- ASSIGNED TASK:
Please give the number of lines that hold the string "fabs" in the listing, without any other words.

- EXCERPTED RECORDS:
"""
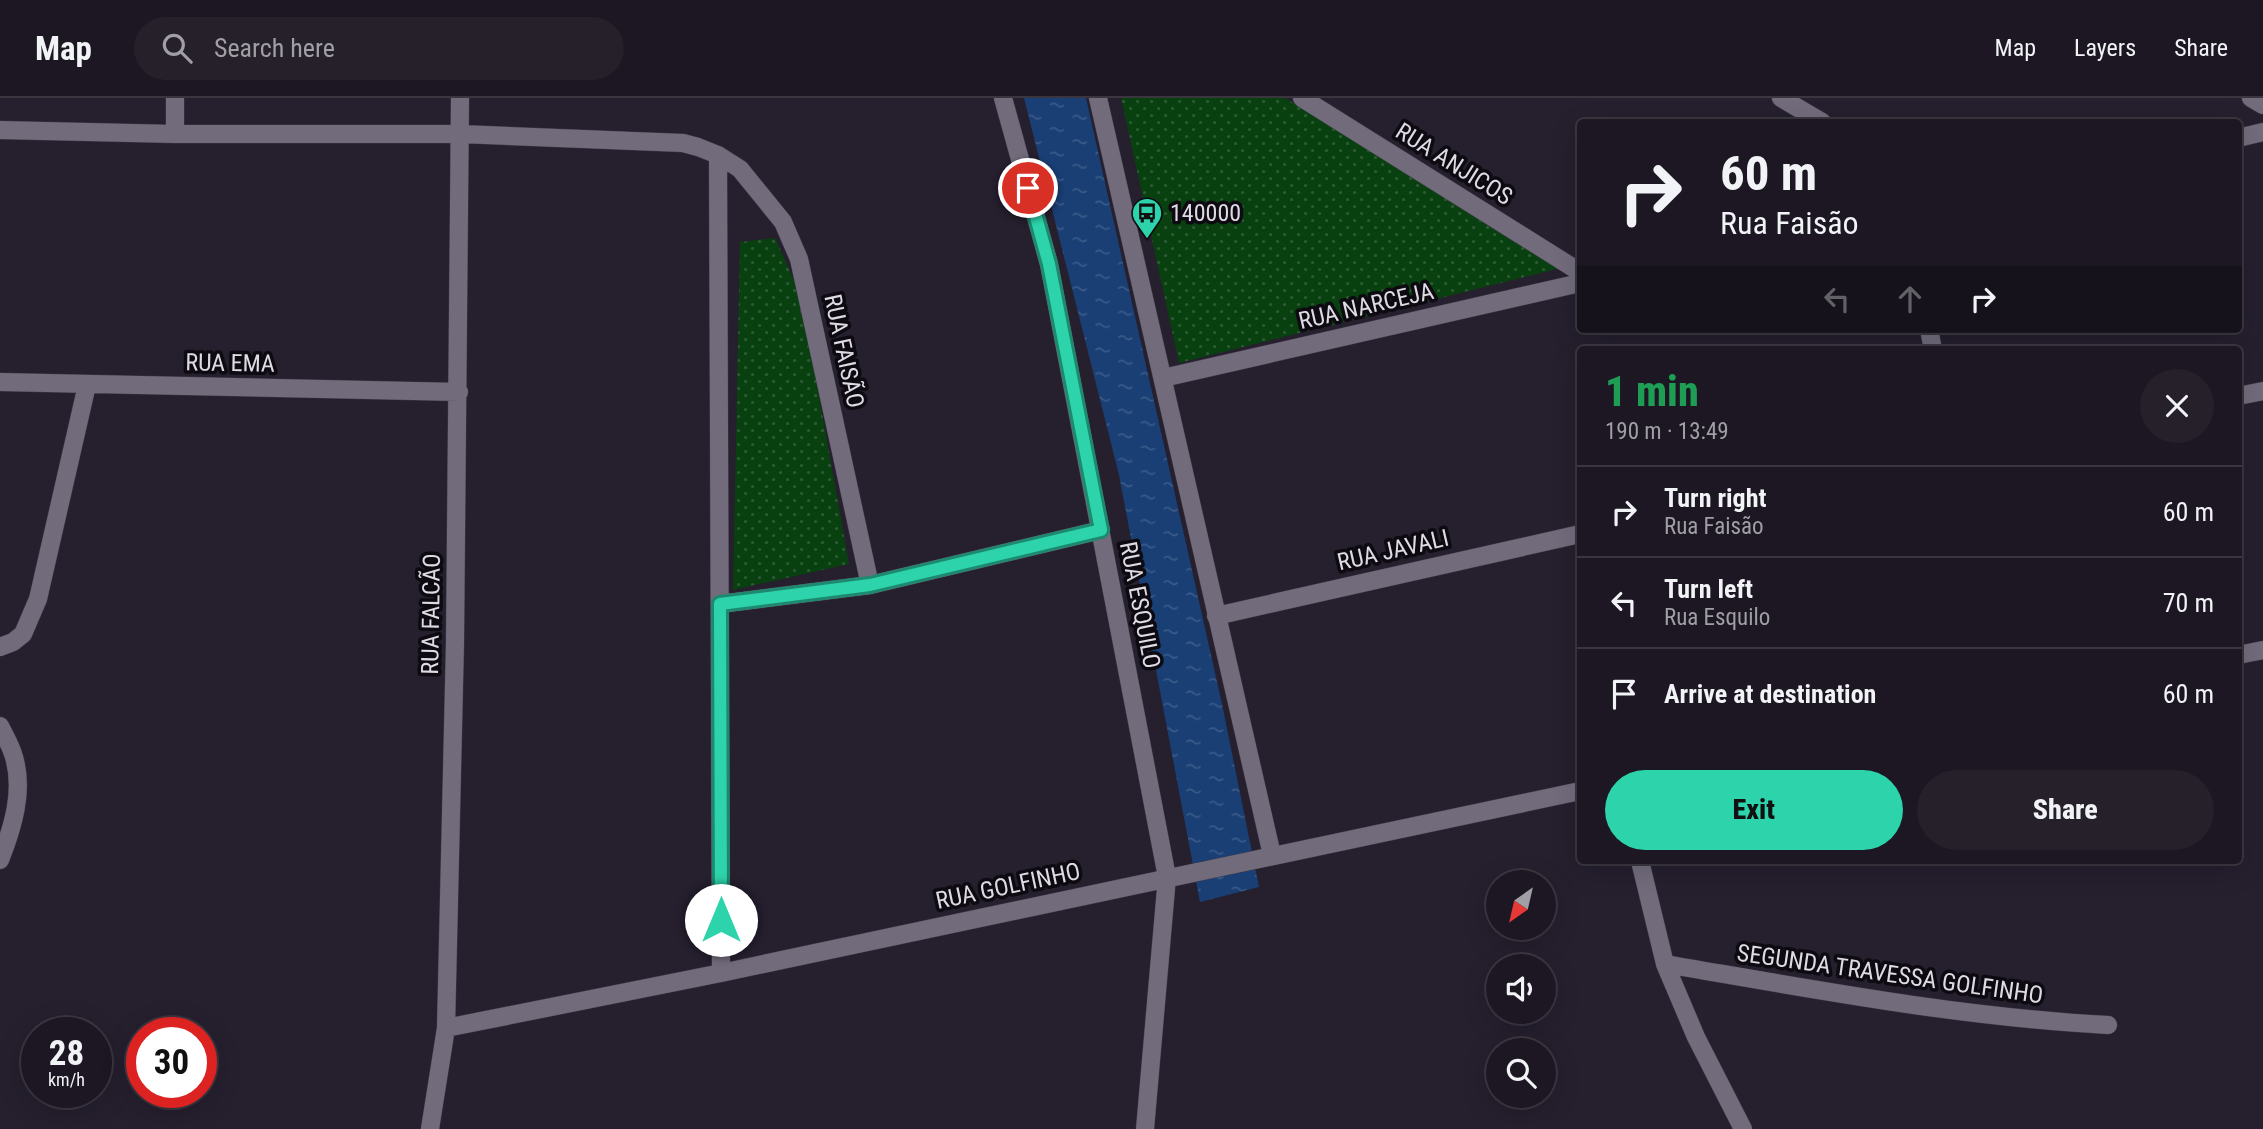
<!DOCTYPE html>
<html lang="en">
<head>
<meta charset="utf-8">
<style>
	:root { --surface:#1c1722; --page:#25202a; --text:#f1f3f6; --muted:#a09fa5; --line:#3a3640; --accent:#2dd4ab }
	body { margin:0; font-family:"Roboto Condensed",sans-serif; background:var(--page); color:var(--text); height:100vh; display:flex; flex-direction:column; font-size:26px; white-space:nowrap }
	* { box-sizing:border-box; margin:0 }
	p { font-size:23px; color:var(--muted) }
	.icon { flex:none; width:38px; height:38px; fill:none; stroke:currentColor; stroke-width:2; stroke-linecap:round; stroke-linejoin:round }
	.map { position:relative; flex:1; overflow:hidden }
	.sheet { position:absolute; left:1577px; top:248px; width:665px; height:518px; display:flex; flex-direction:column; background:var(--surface); border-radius:7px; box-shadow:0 7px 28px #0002,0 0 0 2px var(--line) }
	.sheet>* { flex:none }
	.hud { position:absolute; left:1577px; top:21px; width:665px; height:214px; border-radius:7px; box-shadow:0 7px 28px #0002,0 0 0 2px var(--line); background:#1c1722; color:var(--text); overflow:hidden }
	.needle { width:46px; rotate:214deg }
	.fabs { position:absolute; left:1486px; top:772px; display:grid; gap:14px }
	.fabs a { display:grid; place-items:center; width:70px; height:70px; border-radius:50%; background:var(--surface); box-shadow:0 7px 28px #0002,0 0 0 2px var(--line); font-size:35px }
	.speed { position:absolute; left:21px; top:919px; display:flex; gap:14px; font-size:35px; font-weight:700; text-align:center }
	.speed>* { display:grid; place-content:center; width:91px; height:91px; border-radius:50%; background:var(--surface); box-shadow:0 7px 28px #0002,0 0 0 2px var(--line); line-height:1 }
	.speed small { font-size:18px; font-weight:400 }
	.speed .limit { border:10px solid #d22; background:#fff; color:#111 }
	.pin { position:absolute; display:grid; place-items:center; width:60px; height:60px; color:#fff; margin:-30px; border:4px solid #fff; border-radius:50%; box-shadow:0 2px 7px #0007 }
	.me { position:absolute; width:77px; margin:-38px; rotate:0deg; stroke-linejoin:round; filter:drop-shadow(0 0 5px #0008) }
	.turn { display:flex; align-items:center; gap:24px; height:147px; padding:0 28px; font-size:32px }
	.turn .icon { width:91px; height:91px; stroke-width:2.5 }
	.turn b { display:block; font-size:49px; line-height:60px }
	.lanes { display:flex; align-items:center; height:66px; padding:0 28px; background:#0003; justify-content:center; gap:35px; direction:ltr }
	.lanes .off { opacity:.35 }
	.round { display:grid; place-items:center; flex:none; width:74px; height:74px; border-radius:37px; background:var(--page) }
	.head { display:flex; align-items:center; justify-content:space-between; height:119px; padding:0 28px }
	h1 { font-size:42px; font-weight:800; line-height:52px; color:#1e9e55 }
	.button { display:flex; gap:14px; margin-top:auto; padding:14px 28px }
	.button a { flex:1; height:80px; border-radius:42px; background:var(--accent); color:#111; font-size:28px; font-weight:800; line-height:80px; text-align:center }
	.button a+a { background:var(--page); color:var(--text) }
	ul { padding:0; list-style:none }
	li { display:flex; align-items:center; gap:21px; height:91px; padding:0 28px; border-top:2px solid var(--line) }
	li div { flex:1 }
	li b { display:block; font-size:26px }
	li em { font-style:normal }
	header { display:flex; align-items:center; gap:42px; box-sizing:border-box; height:98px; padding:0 35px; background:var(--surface); border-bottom:2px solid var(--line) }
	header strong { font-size:33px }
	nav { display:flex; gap:38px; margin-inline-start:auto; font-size:24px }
	.search { width:490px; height:63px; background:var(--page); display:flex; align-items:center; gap:18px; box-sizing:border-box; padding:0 24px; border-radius:38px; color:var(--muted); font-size:26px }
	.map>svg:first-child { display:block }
</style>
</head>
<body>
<header>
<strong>Map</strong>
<div class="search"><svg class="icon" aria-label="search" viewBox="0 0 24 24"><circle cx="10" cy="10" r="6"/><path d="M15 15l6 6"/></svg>Search here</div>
<nav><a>Map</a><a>Layers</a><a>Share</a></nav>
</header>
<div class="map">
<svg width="2263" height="1031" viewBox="0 0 2263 1031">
	<defs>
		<pattern id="park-dots" width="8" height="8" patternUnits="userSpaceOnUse" patternTransform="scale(1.75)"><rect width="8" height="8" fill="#094010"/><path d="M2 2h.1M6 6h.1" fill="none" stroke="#2c5b33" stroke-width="1.8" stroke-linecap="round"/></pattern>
		<pattern id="water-ripples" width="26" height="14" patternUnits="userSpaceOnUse" patternTransform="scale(1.75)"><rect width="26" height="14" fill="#193f75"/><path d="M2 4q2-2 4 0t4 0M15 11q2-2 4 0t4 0" fill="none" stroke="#3a5a88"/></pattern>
	</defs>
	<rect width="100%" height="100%" fill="#251f2e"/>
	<path fill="url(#park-dots)" d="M1121,0h164l276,170 -382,95z
		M775,140l26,58 48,268 -116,26 7,-348z"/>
	<path fill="url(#water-ripples)" d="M1024,0h62l136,606 37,183 -59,15 -81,-427z"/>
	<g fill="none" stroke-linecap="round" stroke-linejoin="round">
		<g stroke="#403b48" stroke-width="19">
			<path id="minor" d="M175,0v36
				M1003,0l46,166 118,613 -22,252
				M1098,0l174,757
				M1302,0l278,174
				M1781,0l41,24
				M2251,0l12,7
				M0,32l175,4h286l222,9 15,4 20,8 22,14 43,53 16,37 71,326
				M2238,40l25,-6
				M718,57l3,818
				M1929,231l4,21
				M1163,280l417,-95
				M0,284l459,10
				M2238,298l25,-5
				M720,506l150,-19 231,-55
				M1216,518l364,-82
				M0,549l13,-5 10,-8 15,-35 49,-214
				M2238,557l25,-5
				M0,628c5,10 11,20 14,31 10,34 -1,70 -14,103
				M1640,763l25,103 31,73 47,92
				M1665,866c147,25 294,53 443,61
				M446,930l275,-55 859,-182
				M430,1031l16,-101 9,-385 5,-545"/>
		</g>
		<use href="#minor" stroke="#716b7c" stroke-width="18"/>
	</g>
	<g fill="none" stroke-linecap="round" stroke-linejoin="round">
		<g stroke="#1d8a6f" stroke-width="18">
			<path id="route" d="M721,822l-1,-316 150,-19 231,-55 -52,-266 -21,-76"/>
		</g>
		<use href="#route" stroke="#2dd4ab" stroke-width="12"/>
	</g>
	<defs>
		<g id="bus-pin" transform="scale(1.575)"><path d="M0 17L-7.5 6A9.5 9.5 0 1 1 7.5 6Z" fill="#2dd4ab" stroke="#0d0b11"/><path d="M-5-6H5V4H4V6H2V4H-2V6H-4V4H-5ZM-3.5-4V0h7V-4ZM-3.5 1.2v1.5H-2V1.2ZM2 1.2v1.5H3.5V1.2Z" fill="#111"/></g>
	</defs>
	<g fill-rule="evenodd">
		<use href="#bus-pin" x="1147" y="115"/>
	</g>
	<g text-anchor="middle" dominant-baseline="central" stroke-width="7" stroke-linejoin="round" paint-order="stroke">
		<g font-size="24" fill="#dfdbe5" stroke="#0d0b11">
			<text transform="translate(1454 66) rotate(32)">RUA ANJICOS</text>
			<text transform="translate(1366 208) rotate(-13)">RUA NARCEJA</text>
			<text transform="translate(844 253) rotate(78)">RUA FAISÃO</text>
			<text transform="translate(230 265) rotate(1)">RUA EMA</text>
			<text transform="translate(1393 452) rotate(-13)">RUA JAVALI</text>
			<text transform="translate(1140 507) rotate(79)">RUA ESQUILO</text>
			<text transform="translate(431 516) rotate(-89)">RUA FALCÃO</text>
			<text transform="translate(1008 788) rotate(-12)">RUA GOLFINHO</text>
			<text transform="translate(1890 876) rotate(8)">SEGUNDA TRAVESSA GOLFINHO</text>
		</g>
		<g font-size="24" fill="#dfdbe5" stroke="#0d0b11" text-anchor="start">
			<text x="1170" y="115">140000</text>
		</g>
	</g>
</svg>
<div class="fabs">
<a><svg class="needle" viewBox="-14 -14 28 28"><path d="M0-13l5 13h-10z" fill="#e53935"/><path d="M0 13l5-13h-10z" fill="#a09fa5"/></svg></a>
<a><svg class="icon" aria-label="sound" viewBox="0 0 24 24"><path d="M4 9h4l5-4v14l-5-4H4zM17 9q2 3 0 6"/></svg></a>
<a><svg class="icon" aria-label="search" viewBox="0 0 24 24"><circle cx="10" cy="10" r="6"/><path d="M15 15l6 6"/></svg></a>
</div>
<div class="speed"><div>28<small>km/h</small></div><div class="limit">30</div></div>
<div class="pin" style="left:1028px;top:90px;background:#d93025"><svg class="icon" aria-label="arrive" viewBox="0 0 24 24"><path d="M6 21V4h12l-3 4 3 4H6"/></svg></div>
<svg class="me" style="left:721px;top:822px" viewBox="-20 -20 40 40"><circle r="19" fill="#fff"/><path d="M0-13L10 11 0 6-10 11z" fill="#2dd4ab"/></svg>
<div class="hud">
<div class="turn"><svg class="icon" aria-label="right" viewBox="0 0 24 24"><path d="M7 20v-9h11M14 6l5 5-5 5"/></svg><div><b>60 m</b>Rua Faisão</div></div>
<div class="lanes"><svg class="icon off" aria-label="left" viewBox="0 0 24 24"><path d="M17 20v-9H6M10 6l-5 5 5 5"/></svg><svg class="icon off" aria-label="ahead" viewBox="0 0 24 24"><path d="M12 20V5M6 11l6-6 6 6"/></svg><svg class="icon" aria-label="right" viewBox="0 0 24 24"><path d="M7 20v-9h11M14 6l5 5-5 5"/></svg></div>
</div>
<section class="sheet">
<div class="head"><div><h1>1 min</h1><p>190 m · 13:49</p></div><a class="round"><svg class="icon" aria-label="close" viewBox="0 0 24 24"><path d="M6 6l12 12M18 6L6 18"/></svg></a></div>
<ul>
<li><svg class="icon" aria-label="right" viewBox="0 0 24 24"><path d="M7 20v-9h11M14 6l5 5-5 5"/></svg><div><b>Turn right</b><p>Rua Faisão</p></div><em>60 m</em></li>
<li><svg class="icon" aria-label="left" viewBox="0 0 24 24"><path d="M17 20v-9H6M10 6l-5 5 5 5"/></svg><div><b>Turn left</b><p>Rua Esquilo</p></div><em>70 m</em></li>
<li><svg class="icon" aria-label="arrive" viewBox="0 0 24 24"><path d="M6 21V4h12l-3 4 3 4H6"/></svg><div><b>Arrive at destination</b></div><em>60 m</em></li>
</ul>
<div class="button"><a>Exit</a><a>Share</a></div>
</section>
</div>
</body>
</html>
"""
- SOLUTION TO THIS PROBLEM:
3